Mehrelternschaft, zurzeit ist diese in unserer Gesellschaft noch nicht anerkannt. Dass sich die LGBTQ+-Community dafür stark macht, kann ich nicht nur verstehen, nein, das will ich unterstützen. Schon Remo Largo sagte, dass einem Baby egal ist, ob es zwei Mütter, Väter oder eine Mutter und einen Vater hat, das Kind bindet sich an seine Bezugspersonen. Das ist völlig unabhängig vom Geschlecht und von der biologischen Abstammung. Ich bin sicher, dass eine Mehrelternschaft für Kinder noch mehr Segen bedeutet. Denken Sie an Ihre Kindertage zurück. Ich hätte es sehr lässig gefunden, wenn da noch mehr Mamis und Papis gewesen wären, die mir all ihre Liebe schenken. Ausserdem, so bin ich sicher, kann eine Mehrelternschaft auch für die Elternteile eine unglaubliche Entlastung und zugleich Bereicherung sein. Schon klar, kommts zu Trennungen, wird es sicher noch komplexer als es das sowieso schon ist. Aber sollen wir deswegen auf all das Bereichernde und Schöne verzichten? Das wäre, wie wenn wir unseren Kindern verbieten, die etwas steilere Rutschbahn auszuprobieren, weil es etwas Bammel hat. Ich motiviere meinen Sohn in solchen Situationen. Das Strahlen nach bezwungenen Rutschbahnen gibt mir recht.

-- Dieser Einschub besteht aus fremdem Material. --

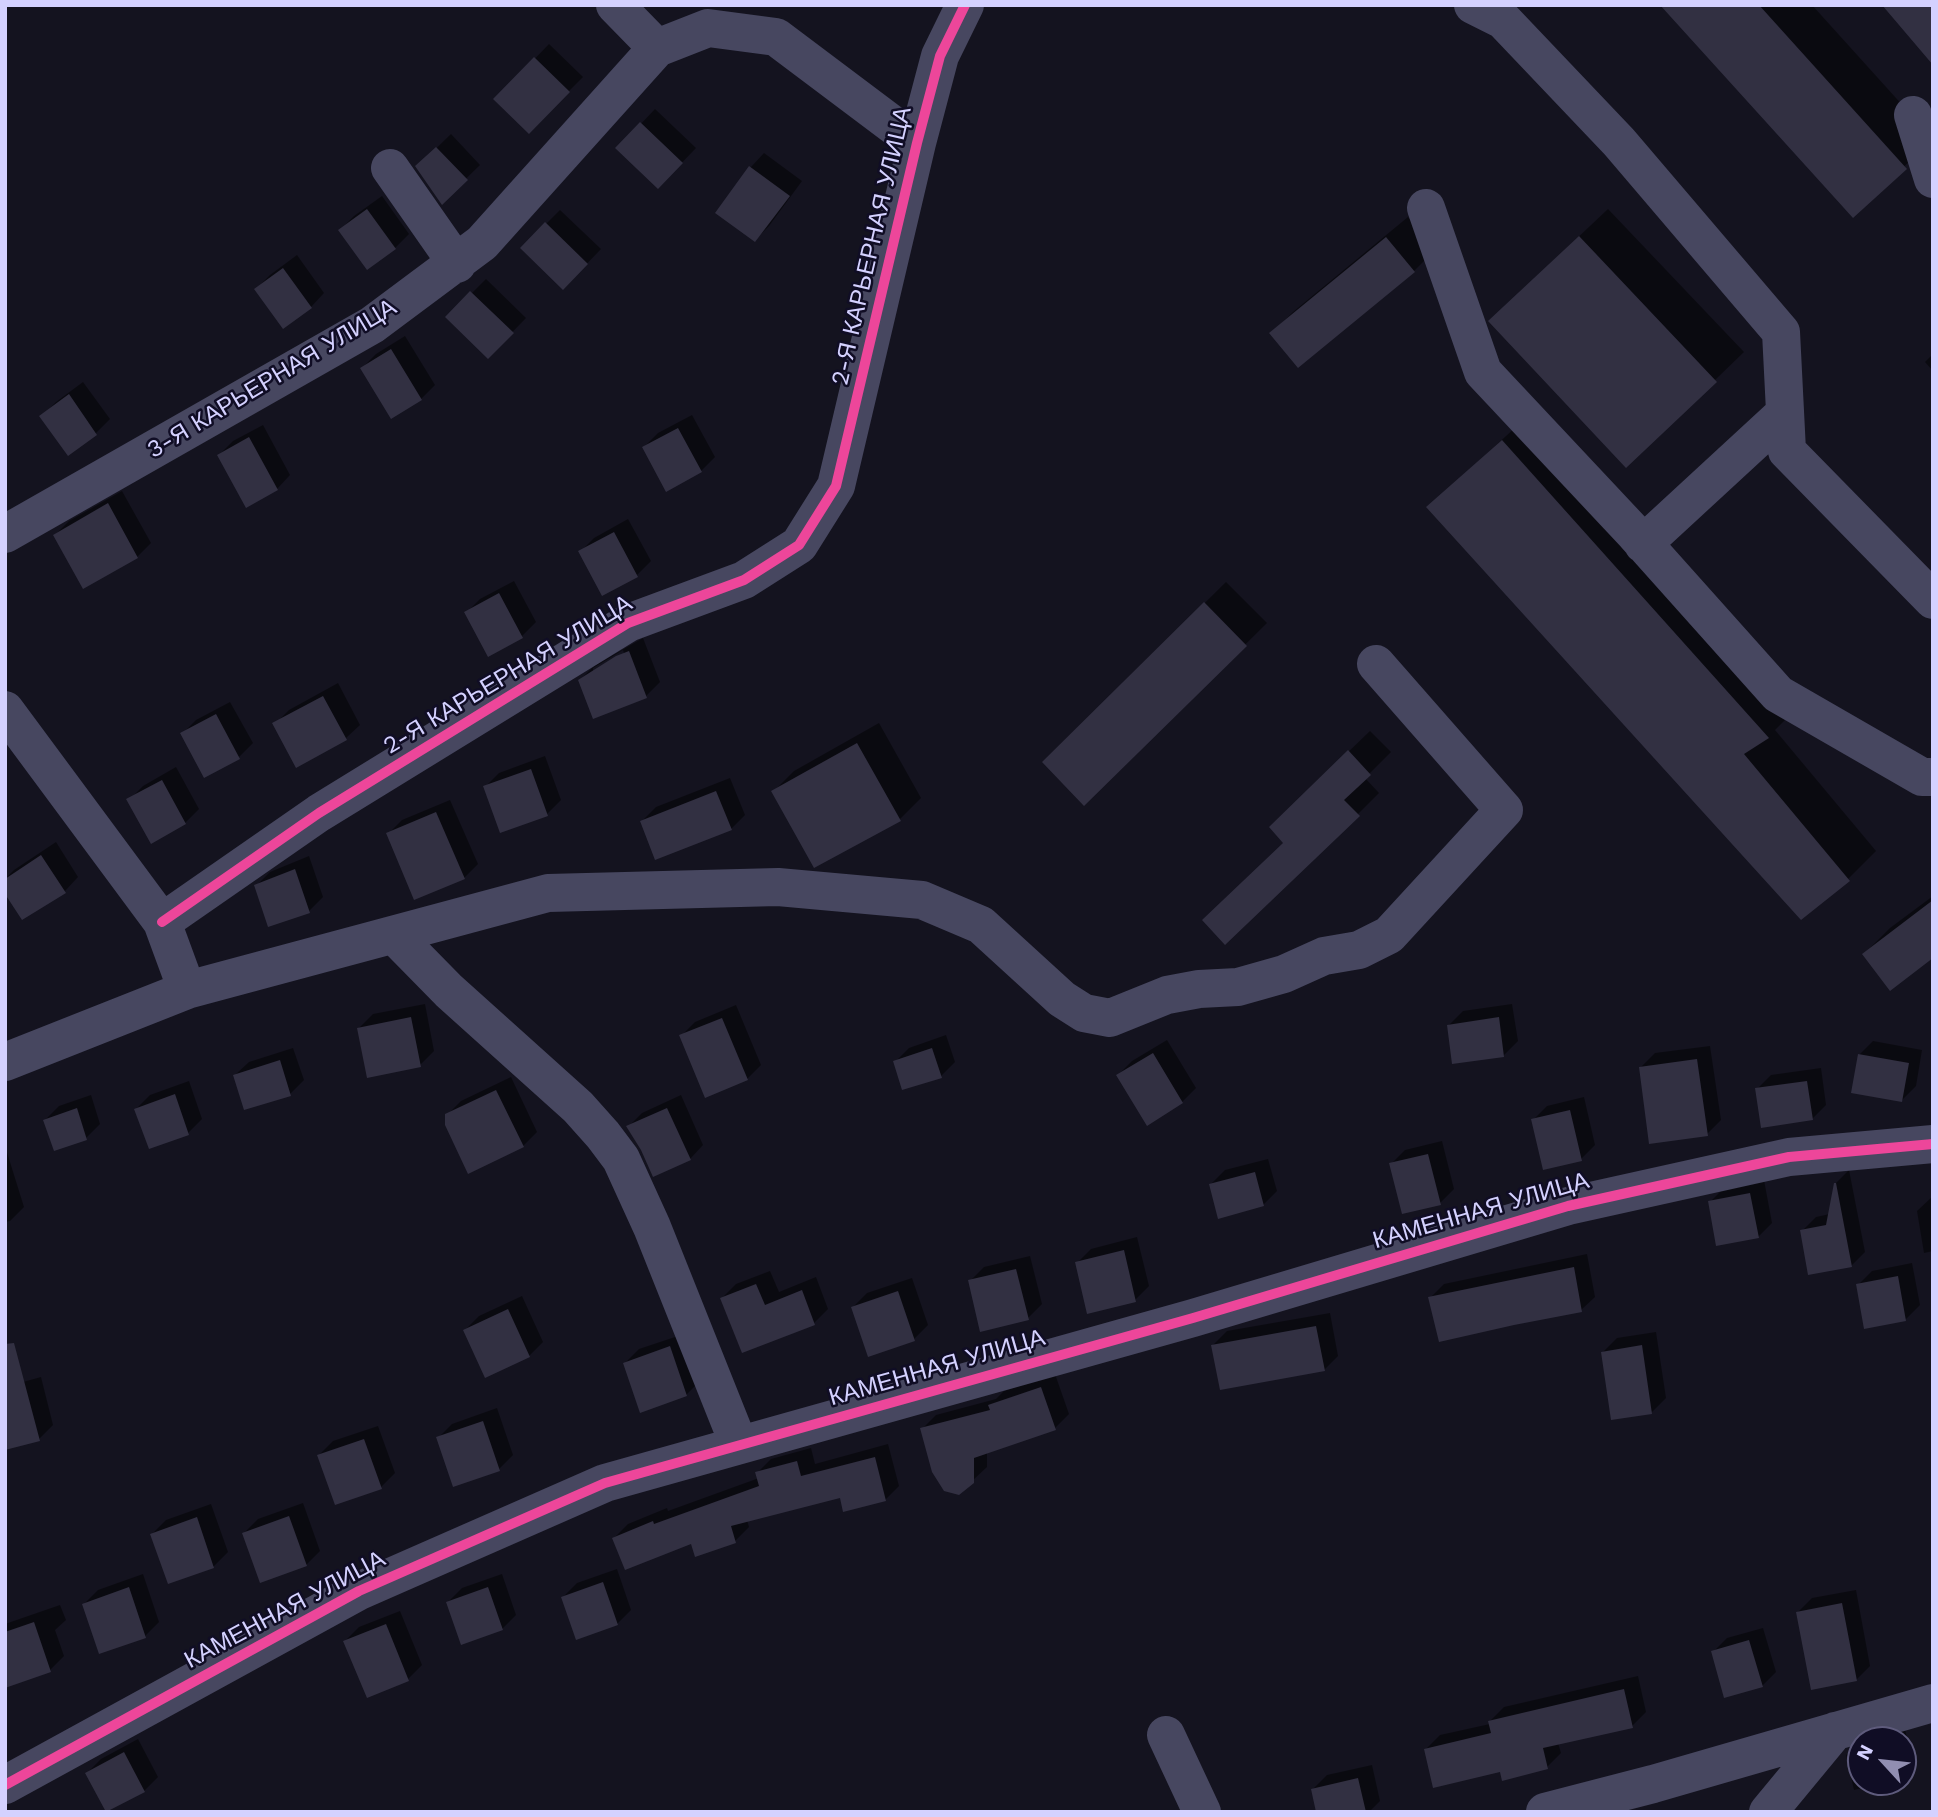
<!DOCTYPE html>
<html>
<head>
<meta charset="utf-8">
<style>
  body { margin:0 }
  #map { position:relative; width:1938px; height:1817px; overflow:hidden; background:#14131f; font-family:"Work Sans",sans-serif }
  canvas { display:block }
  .frame { position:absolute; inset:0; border:7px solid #d4d1ff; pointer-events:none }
  .north { position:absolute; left:1847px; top:1726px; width:70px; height:70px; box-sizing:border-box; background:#100d25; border:2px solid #5e5b7c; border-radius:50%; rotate:297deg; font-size:19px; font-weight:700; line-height:28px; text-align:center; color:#d4d1ff }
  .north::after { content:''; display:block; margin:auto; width:24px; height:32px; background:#918eb1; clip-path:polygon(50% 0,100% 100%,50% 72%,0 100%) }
</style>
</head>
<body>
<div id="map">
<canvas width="1938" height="1817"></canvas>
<div class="frame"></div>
<div class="north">N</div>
</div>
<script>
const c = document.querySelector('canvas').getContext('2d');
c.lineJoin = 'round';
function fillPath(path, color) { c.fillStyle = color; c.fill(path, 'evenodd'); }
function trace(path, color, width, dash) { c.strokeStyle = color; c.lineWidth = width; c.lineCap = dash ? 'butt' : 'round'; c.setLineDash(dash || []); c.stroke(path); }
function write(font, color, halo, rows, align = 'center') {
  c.font = font + ' "Work Sans",sans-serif'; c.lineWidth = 5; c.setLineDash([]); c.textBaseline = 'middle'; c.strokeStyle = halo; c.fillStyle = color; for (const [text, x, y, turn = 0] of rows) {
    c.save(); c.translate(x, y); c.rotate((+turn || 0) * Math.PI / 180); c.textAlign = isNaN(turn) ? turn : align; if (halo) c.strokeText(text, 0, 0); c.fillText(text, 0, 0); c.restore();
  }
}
fillPath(new Path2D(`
  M 1662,5 L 1812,5 L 1933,139 L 1853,215 Z
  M 549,44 L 583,77 L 529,131 L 496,99 Z
  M 655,109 L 696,148 L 672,173 L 618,148 Z
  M 451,134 L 480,165 L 442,202 L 418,166 Z
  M 764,153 L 802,181 L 769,226 L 755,240 L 717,212 L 751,167 Z
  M 382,196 L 409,234 L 395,248 L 340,230 L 354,216 Z
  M 1608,209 L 1744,352 L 1626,466 L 1519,293 Z
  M 560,210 L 601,249 L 577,274 L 522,248 Z
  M 1408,217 L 1435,250 L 1414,271 L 1272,333 L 1293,312 Z
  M 297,255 L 324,293 L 311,307 L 256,289 L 270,275 Z
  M 486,279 L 526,318 L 488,357 L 448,317 Z
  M 405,336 L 435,385 L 421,399 L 362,368 L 376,354 Z
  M 1933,354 L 1933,371 L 1925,362 Z
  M 83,382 L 110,419 L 96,433 L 69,453 L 42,416 L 56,402 Z
  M 1531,413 L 1796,709 L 1775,730 L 1876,851 L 1848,879 L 1429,507 Z
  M 692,415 L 715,457 L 701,471 L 644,447 L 658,433 Z
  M 263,425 L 290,475 L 277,489 L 219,455 L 233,441 Z
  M 122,491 L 151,543 L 137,557 L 55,535 L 69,521 Z
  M 628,519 L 651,561 L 637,575 L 580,552 L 594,538 Z
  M 514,581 L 536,622 L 522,636 L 489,655 L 466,613 L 480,599 Z
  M 1226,582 L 1267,623 L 1084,804 L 1044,762 Z
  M 643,638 L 660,682 L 646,696 L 580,680 L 594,666 ZM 623,650 L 624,653 L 593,672 L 593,668 Z
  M 338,683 L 360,725 L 346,738 L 275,724 L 289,710 Z
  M 230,702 L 253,743 L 239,757 L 182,734 L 196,720 Z
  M 879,723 L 921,798 L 900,819 L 773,792 L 794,771 Z
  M 1370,731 L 1391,752 L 1365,778 L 1379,793 L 1358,814 L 1285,842 L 1292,806 Z
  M 545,756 L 561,800 L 547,814 L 485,787 L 499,773 Z
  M 176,767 L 199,809 L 185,823 L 129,800 L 143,786 Z
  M 730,778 L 745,815 L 731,829 L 642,821 L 656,807 Z
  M 450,800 L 478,864 L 464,878 L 388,834 L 402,820 Z
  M 56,842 L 78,877 L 65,891 L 5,879 L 14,870 Z
  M 309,856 L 323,897 L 309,911 L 256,886 L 270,872 Z
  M 1933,896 L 1933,956 L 1864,954 L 1890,928 Z
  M 425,1004 L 434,1051 L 420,1065 L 359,1028 L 373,1014 Z
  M 1512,1004 L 1518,1041 L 1504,1055 L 1449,1025 L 1463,1011 Z
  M 736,1005 L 761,1065 L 747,1079 L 681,1036 L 695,1022 Z
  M 946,1035 L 955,1062 L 941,1076 L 895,1062 L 909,1048 Z
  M 1167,1040 L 1196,1088 L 1182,1102 L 1118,1075 L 1132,1061 Z
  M 1873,1041 L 1922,1050 L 1916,1086 L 1902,1100 L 1859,1055 Z
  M 1710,1046 L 1721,1120 L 1707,1134 L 1641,1067 L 1655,1053 Z
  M 293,1048 L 304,1080 L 290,1094 L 235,1075 L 249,1062 Z
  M 1821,1068 L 1826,1105 L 1812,1119 L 1757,1089 L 1771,1075 Z
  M 511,1077 L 537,1132 L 523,1146 L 447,1115 L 461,1101 Z
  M 189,1081 L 202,1119 L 188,1133 L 150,1147 L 136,1109 L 150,1095 Z
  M 91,1095 L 100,1124 L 86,1138 L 45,1120 L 59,1106 Z
  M 681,1095 L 703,1145 L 690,1159 L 642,1149 L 628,1127 L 642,1113 Z
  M 1584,1097 L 1595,1145 L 1581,1159 L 1533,1120 L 1547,1106 Z
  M 1442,1141 L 1454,1189 L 1440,1203 L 1391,1164 L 1405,1150 Z
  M 5,1146 L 24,1207 L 10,1221 L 5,1222 Z
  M 1268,1159 L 1277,1191 L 1263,1205 L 1211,1184 L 1225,1170 Z
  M 1849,1170 L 1865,1252 L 1851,1266 L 1802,1231 L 1816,1217 L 1830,1214 L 1835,1184 Z
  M 1764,1180 L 1772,1223 L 1758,1237 L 1710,1202 L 1724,1188 Z
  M 1933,1196 L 1933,1251 L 1924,1253 L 1917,1211 Z
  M 1137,1237 L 1149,1286 L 1135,1300 L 1077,1263 L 1091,1249 Z
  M 1587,1254 L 1595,1297 L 1581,1310 L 1430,1298 L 1444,1284 Z
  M 1030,1256 L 1042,1304 L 1028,1318 L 970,1281 L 984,1267 Z
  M 1912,1263 L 1920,1305 L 1906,1319 L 1858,1285 L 1872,1271 Z
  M 770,1271 L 779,1292 L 816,1277 L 828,1309 L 814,1323 L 743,1351 L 722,1298 L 736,1284 Z
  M 912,1278 L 928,1325 L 914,1339 L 853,1307 L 867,1293 Z
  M 522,1296 L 543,1342 L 529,1356 L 465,1330 L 479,1316 Z
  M 1330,1313 L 1338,1356 L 1324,1370 L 1213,1345 L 1227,1331 Z
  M 1656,1332 L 1666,1398 L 1652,1412 L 1603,1352 L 1617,1338 Z
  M 684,1334 L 700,1381 L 686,1395 L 625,1363 L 639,1349 Z
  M 1055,1374 L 1069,1414 L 1055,1428 L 987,1451 L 987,1467 L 972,1481 L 922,1429 L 936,1415 L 996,1399 L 1004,1391 Z
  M 41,1377 L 53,1425 L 39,1439 L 5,1387 Z
  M 497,1408 L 513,1455 L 499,1469 L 438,1438 L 452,1424 Z
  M 378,1426 L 395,1473 L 381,1487 L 319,1455 L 333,1441 Z
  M 888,1444 L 899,1486 L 885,1500 L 841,1495 L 747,1520 L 749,1527 L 735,1541 L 696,1555 L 692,1541 L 614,1538 L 628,1524 L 667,1508 L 668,1511 L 759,1478 L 757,1473 L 771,1459 L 811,1448 L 815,1464 Z
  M 303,1503 L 320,1551 L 306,1565 L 244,1533 L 258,1519 Z
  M 211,1504 L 228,1552 L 214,1566 L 169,1582 L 152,1534 L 166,1520 Z
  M 617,1569 L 631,1610 L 617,1624 L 563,1597 L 577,1583 Z
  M 143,1574 L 159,1622 L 145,1636 L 84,1604 L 98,1590 Z
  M 502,1574 L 516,1615 L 502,1629 L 448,1602 L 462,1588 Z
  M 1856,1590 L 1870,1666 L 1856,1680 L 1798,1612 L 1812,1598 Z
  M 60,1605 L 66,1620 L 55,1630 L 64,1656 L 50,1670 L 6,1686 L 5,1624 Z
  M 400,1611 L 422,1665 L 408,1679 L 345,1641 L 359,1627 Z
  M 1763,1628 L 1776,1672 L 1762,1686 L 1713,1652 L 1727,1638 Z
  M 1638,1676 L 1646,1712 L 1632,1726 L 1558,1743 L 1561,1753 L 1547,1767 L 1426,1749 L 1440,1735 L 1490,1724 L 1490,1721 L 1504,1707 Z
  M 1905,1729 L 1913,1765 L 1903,1775 L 1903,1740 L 1864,1740 Z
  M 138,1739 L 158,1777 L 144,1791 L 87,1773 L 101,1759 Z
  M 1861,1741 L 1861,1782 L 1887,1782 L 1854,1790 L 1846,1755 Z
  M 1372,1765 L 1380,1801 L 1369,1812 L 1318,1812 L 1313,1789 L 1327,1775 Z`), '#0007');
fillPath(new Path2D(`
  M 1660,5 L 1759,5 L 1907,169 L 1853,218 Z
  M 1882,5 L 1933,5 L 1933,65 Z
  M 534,57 L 570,92 L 529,134 L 493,99 Z
  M 640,122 L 683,163 L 658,189 L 615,148 Z
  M 436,147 L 468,180 L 442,205 L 415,166 Z
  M 749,166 L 790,196 L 755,242 L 715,213 Z
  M 367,209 L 396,249 L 367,270 L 338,230 Z
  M 545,222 L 588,264 L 563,290 L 520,248 Z
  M 1579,236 L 1717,382 L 1626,468 L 1488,321 Z
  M 1386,237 L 1415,272 L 1298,368 L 1269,333 Z
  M 283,268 L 312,308 L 283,329 L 254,289 Z
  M 470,291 L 514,333 L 488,359 L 445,317 Z
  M 391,349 L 422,400 L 391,419 L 360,368 Z
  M 69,394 L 97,435 L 68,456 L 39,416 Z
  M 678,428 L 702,472 L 666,492 L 642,447 Z
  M 249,437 L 278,490 L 246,508 L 217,455 Z
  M 1502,440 L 1769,738 L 1744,754 L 1850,881 L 1801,920 L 1426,507 Z
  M 108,503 L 138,558 L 83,589 L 53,535 Z
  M 614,532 L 638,577 L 602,596 L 578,551 Z
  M 499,593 L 523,638 L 488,657 L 464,612 Z
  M 1204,602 L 1247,646 L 1084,806 L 1042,762 Z
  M 629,651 L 647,698 L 593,719 L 578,680 L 616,656 Z
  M 323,696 L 347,740 L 296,768 L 272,723 Z
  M 216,714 L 240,759 L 204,778 L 180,733 Z
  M 857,743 L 901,821 L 814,868 L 771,791 Z
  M 1348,750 L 1371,775 L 1344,800 L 1360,816 L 1225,945 L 1202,920 L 1283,843 L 1269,827 Z
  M 531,769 L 548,816 L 500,833 L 483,786 Z
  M 162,780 L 186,824 L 151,844 L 126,799 Z
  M 716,791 L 732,830 L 655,860 L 640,821 Z
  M 436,812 L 465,879 L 414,900 L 386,833 Z
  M 41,855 L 66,893 L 22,920 L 5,894 L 5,879 Z
  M 295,869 L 310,913 L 268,927 L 254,885 Z
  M 1933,900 L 1933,958 L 1890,991 L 1862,954 Z
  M 411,1017 L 421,1067 L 367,1078 L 357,1028 Z
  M 1499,1017 L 1504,1057 L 1452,1064 L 1447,1025 Z
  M 722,1018 L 748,1080 L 705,1098 L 679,1035 Z
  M 932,1048 L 942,1078 L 902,1090 L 893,1061 Z
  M 1153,1053 L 1183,1103 L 1147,1126 L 1116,1075 Z
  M 1858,1054 L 1909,1063 L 1902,1102 L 1851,1093 Z
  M 1697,1059 L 1708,1136 L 1649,1144 L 1639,1067 Z
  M 280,1060 L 291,1096 L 244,1110 L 233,1075 Z
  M 1807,1081 L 1813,1120 L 1761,1128 L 1755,1088 Z
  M 496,1090 L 524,1147 L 468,1174 L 445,1125 L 445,1114 Z
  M 175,1094 L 189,1135 L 149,1149 L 134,1109 Z
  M 77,1108 L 87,1140 L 54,1151 L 43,1120 Z
  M 667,1108 L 691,1160 L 653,1177 L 641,1150 L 626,1126 Z
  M 1570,1110 L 1582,1161 L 1543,1170 L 1531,1119 Z
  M 1428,1154 L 1441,1205 L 1402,1214 L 1389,1163 Z
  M 1255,1172 L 1264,1206 L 1218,1219 L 1209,1184 Z
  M 1834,1183 L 1836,1183 L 1852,1267 L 1808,1275 L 1800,1230 L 1826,1225 Z
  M 1750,1193 L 1759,1238 L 1716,1246 L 1708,1201 Z
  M 1124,1250 L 1136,1302 L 1087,1314 L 1075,1262 Z
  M 1574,1267 L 1582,1312 L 1514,1325 L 1439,1342 L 1428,1297 Z
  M 1016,1269 L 1029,1320 L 980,1332 L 968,1280 Z
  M 1898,1276 L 1906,1321 L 1864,1329 L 1856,1284 Z
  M 756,1284 L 765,1305 L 802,1290 L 815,1325 L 742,1353 L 720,1298 Z
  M 898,1291 L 915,1341 L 868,1357 L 851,1307 Z
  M 508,1309 L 530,1357 L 485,1378 L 463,1330 Z
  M 1316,1326 L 1325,1371 L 1220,1390 L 1211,1345 Z
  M 14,1343 L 40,1441 L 5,1450 L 5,1344 Z
  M 1642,1345 L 1652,1414 L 1611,1420 L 1601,1352 Z
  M 670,1346 L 687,1396 L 640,1413 L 623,1363 Z
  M 1041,1387 L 1056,1430 L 974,1458 L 974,1483 L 959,1495 L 944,1491 L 932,1472 L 920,1428 L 990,1410 L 988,1405 Z
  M 483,1421 L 500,1471 L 453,1487 L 436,1437 Z
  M 364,1439 L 382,1489 L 335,1505 L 317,1455 Z
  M 875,1457 L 886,1501 L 843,1512 L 840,1498 L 731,1526 L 736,1543 L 695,1557 L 691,1544 L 625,1570 L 612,1538 L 653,1521 L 654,1524 L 759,1486 L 755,1472 L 797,1461 L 801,1476 Z
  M 289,1516 L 307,1566 L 260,1583 L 242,1533 Z
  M 197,1517 L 214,1568 L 168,1584 L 150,1534 Z
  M 603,1582 L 618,1625 L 576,1640 L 561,1597 Z
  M 129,1587 L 146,1638 L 99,1654 L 82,1604 Z
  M 488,1587 L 503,1630 L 461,1645 L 446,1602 Z
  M 1842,1603 L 1857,1681 L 1811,1690 L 1796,1612 Z
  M 34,1622 L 51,1672 L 5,1688 L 5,1632 Z
  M 386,1624 L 409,1681 L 367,1698 L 343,1641 Z
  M 1749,1640 L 1763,1687 L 1724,1698 L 1711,1651 Z
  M 1624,1689 L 1633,1728 L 1543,1748 L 1548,1769 L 1502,1781 L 1500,1772 L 1433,1788 L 1424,1749 L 1491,1733 L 1488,1721 Z
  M 124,1752 L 145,1792 L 106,1812 L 85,1773 Z
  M 1358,1778 L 1366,1812 L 1316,1812 L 1311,1789 Z`), '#323042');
trace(new Path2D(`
  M 615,5 L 657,48
  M 1473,5 L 1503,20 L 1619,142 L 1781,332 L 1787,451 L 1933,600
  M 1913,115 L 1933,179
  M 390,168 L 457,264
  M 1426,208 L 1483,372 L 1635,534 L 1778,694 L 1922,777 L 1933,777
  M 5,534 L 372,325 L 482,243 L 657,48 L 708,28 L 776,37 L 917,143
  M 1643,544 L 1785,413
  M 5,710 L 162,922 L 187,990
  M 162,922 L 319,813 L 628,623 L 744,580 L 799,545 L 836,486 L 917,143 L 940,56 L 965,5
  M 394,935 L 449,991 L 578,1107 L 603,1135 L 621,1159 L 652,1227 L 739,1445
  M 5,1062 L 187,990 L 548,893 L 778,887 L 922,900 L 981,925 L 1062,999 L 1084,1013 L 1110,1018 L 1167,995 L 1199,989 L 1238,987 L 1284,974 L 1324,956 L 1359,950 L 1389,935 L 1504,810 L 1376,664
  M 1166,1735 L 1202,1812
  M 5,1785 L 359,1591 L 605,1483 L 1193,1318 L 1568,1206 L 1789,1157 L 1933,1144
  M 1545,1812 L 1653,1784 L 1933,1703
  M 1768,1812 L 1835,1731`), '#474760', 38);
trace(new Path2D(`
  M 162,922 L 319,813 L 628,623 L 744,580 L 799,545 L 836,486 L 917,143 L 940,56 L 965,5
  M 5,1785 L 359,1591 L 605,1483 L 1193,1318 L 1568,1206 L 1789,1157 L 1933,1144`), '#ed469a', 10);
write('24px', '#d4d1ff', '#100d25', [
  ["2-Я КАРЬЕРНАЯ УЛИЦА",872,246,-77],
  ["3-Я КАРЬЕРНАЯ УЛИЦА",272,379,-31],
  ["2-Я КАРЬЕРНАЯ УЛИЦА",508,675,-31],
  ["КАМЕННАЯ УЛИЦА",1481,1211,-16],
  ["КАМЕННАЯ УЛИЦА",937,1368,-16],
  ["КАМЕННАЯ УЛИЦА",285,1610,-28]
]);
</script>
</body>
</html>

Sandra: «Das Potenzial, dass es Krach gibt, ist grösser»

Eins vorweg: Ich halte die Ehe für alle für richtig und für wichtig, und ich finde, wenn es um Liebe geht, haben Grenzen absolut nichts zu suchen, weder, was das Geschlecht noch die Lebensform angeht. Und gesellschaftliche Normen halte ich sowieso mehr für einen Fluch als für einen Segen, auch wenn mir bewusst ist, dass es sie bis zu einem gewissen Grad braucht. Ein Kind, das sich sowohl von Mama eins und Mama zwei als auch von Papa eins geliebt fühlt, ist ein glückliches Kind. Aber es ist eben wie überall sonst im Leben auch: Solange alles gut läuft, ists super. Wenns aber nicht mehr gut läuft, ist der Schlamassel gigantisch, und je mehr Leute involviert sind, desto schlimmer wirds.

Ich war 15 Jahre alt, als ich mich in einem Brief ans Scheidungsgericht dazu äussern musste, bei welchem Elternteil ich nach der Scheidung leben wollte und warum (es war die Massnahme, die mir ersparte, selbst vor Gericht aussagen zu müssen). Auch wenn man das heute einem Kind wohl nicht mehr antun würde: die innere Zerrissenheit ist die gleiche, und zwar fast immer. Ich kenne sehr, sehr wenige Eltern, die das mit der Scheidung wirklich so hingekriegt haben, dass die Kinder nicht immer wieder mal hin- und hergerissen waren. Verletzte Gefühle sind leider meist stärker als alles andere. Das ist menschlich. Und jetzt stelle man sich vor, da sind nicht nur zwei, sondern noch mehr Parteien involviert. Erstens ist schon mal das Potenzial, dass es Krach gibt, beziehungsweise zu einer Trennung kommt, grösser. (Und es gehen ja so schon fast die Hälfte aller Ehen in die Brüche). Und dann ist das Kind unter Umständen nicht nur zwei-, sondern drei- oder viergeteilt. Und egal, wieviele Verträge man vorher macht, um die Dinge zu klären, wenn es um Gefühle – und um Geld! – geht, ticken Menschen halt einfach wie Menschen, das lässt sich nicht verhindern. Ich persönlich würde mir darum sehr genau überlegen, ob ich dieses Risiko eingehen will.